*** Begin section ***
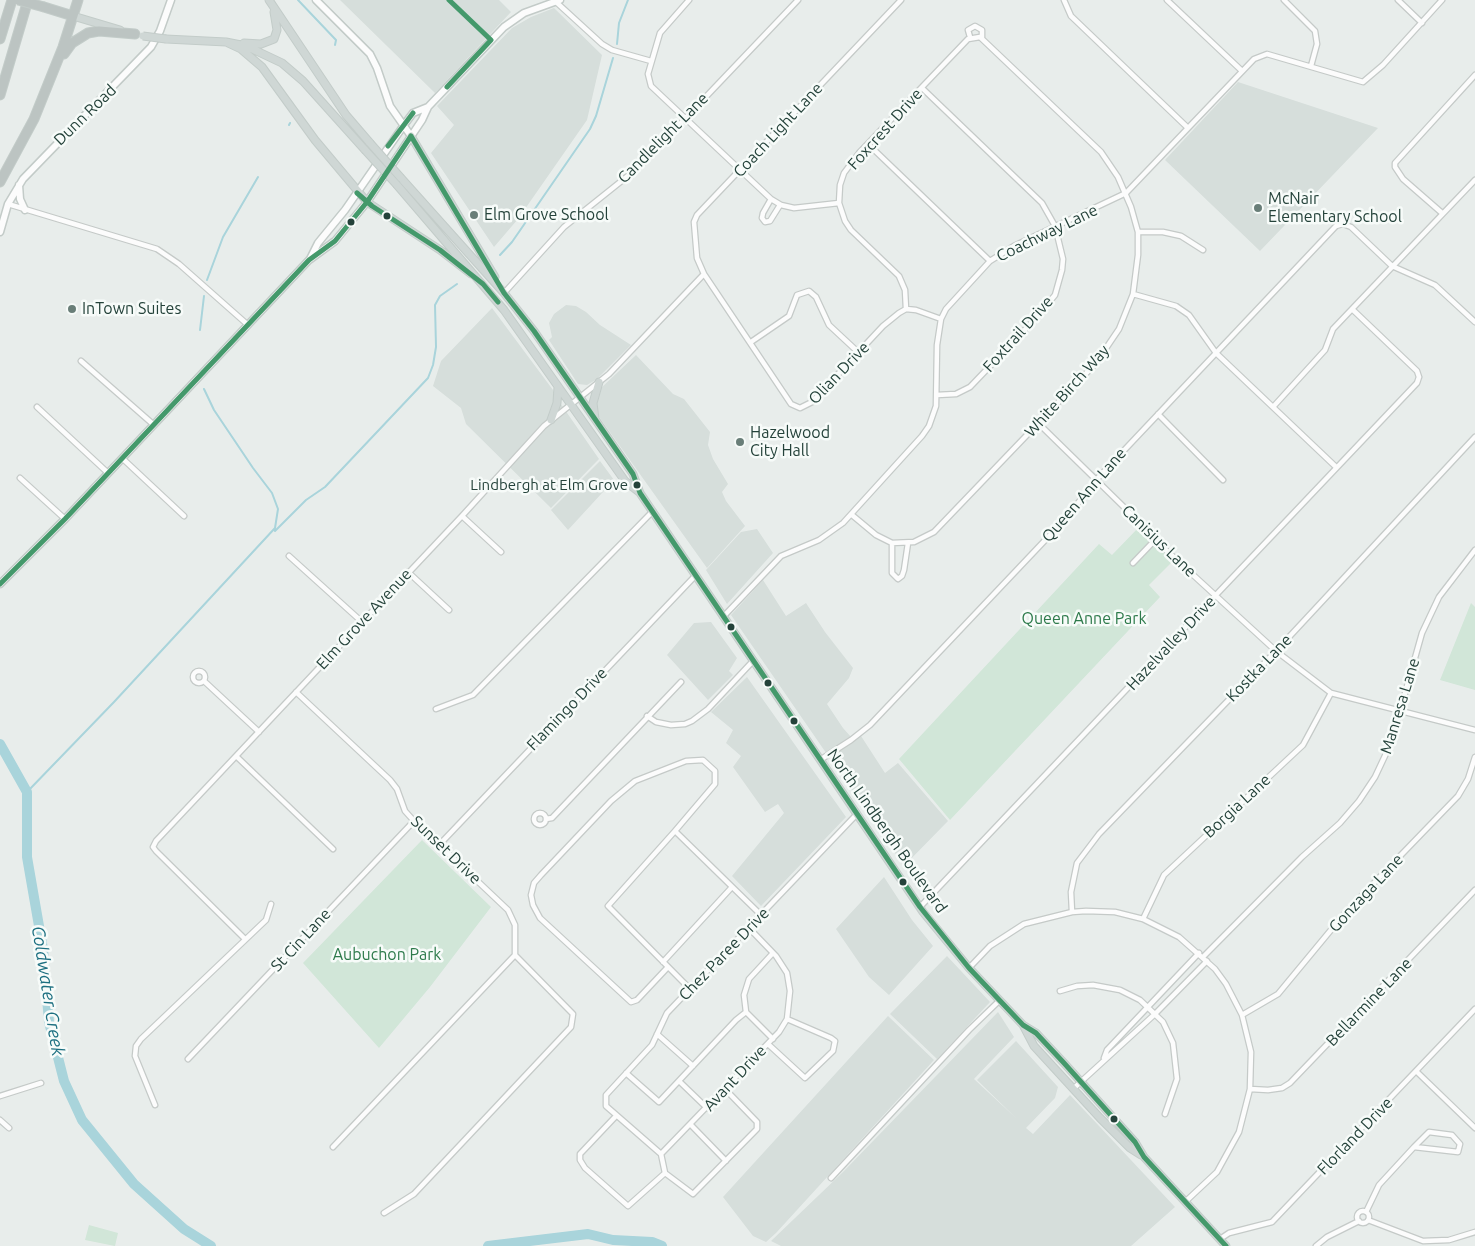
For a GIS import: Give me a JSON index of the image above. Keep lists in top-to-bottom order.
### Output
{
  "streets": {
    "highway": ["North Lindbergh Boulevard"],
    "street": [
      "Dunn Road",
      "Foxcrest Drive",
      "Coach Light Lane",
      "Candlelight Lane",
      "Coachway Lane",
      "Foxtrail Drive",
      "Olian Drive",
      "White Birch Way",
      "Queen Ann Lane",
      "Canisius Lane",
      "Elm Grove Avenue",
      "Hazelvalley Drive",
      "Kostka Lane",
      "Manresa Lane",
      "Flamingo Drive",
      "Borgia Lane",
      "Sunset Drive",
      "Gonzaga Lane",
      "St Cin Lane",
      "Chez Paree Drive",
      "Bellarmine Lane",
      "Avant Drive",
      "Florland Drive"
    ]
  },
  "crossings": [
    ["Foxcrest Drive", "Foxtrail Drive"],
    ["Foxcrest Drive", "Olian Drive"],
    ["Coach Light Lane", "Olian Drive"],
    ["Coach Light Lane", "Elm Grove Avenue"],
    ["Candlelight Lane", "North Lindbergh Boulevard"],
    ["Coachway Lane", "Foxtrail Drive"],
    ["Coachway Lane", "White Birch Way"],
    ["Coachway Lane", "North Lindbergh Boulevard"],
    ["Olian Drive", "Elm Grove Avenue"],
    ["White Birch Way", "Canisius Lane"],
    ["Queen Ann Lane", "Canisius Lane"],
    ["Queen Ann Lane", "North Lindbergh Boulevard"],
    ["Canisius Lane", "Hazelvalley Drive"],
    ["Canisius Lane", "Kostka Lane"],
    ["Canisius Lane", "Manresa Lane"],
    ["Canisius Lane", "Borgia Lane"],
    ["Elm Grove Avenue", "North Lindbergh Boulevard"],
    ["Elm Grove Avenue", "Sunset Drive"],
    ["Hazelvalley Drive", "North Lindbergh Boulevard"],
    ["Manresa Lane", "North Lindbergh Boulevard"],
    ["Flamingo Drive", "North Lindbergh Boulevard"],
    ["Flamingo Drive", "Sunset Drive"],
    ["North Lindbergh Boulevard", "Chez Paree Drive"],
    ["North Lindbergh Boulevard", "Florland Drive"],
    ["Sunset Drive", "St Cin Lane"],
    ["Chez Paree Drive", "Avant Drive"]
  ],
  "water": ["Coldwater Creek"],
  "parks": ["Queen Anne Park", "Aubuchon Park"],
  "places": [
    "McNair Elementary School",
    "Elm Grove School",
    "InTown Suites",
    "Hazelwood City Hall",
    "Lindbergh at Elm Grove"
  ]
}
*** End section ***
### Work to be completed
Only the lines that hold the word "Paree" are wanted; each should be pulled from the records.

### Exercise result
      "Chez Paree Drive",
    ["North Lindbergh Boulevard", "Chez Paree Drive"],
    ["Chez Paree Drive", "Avant Drive"]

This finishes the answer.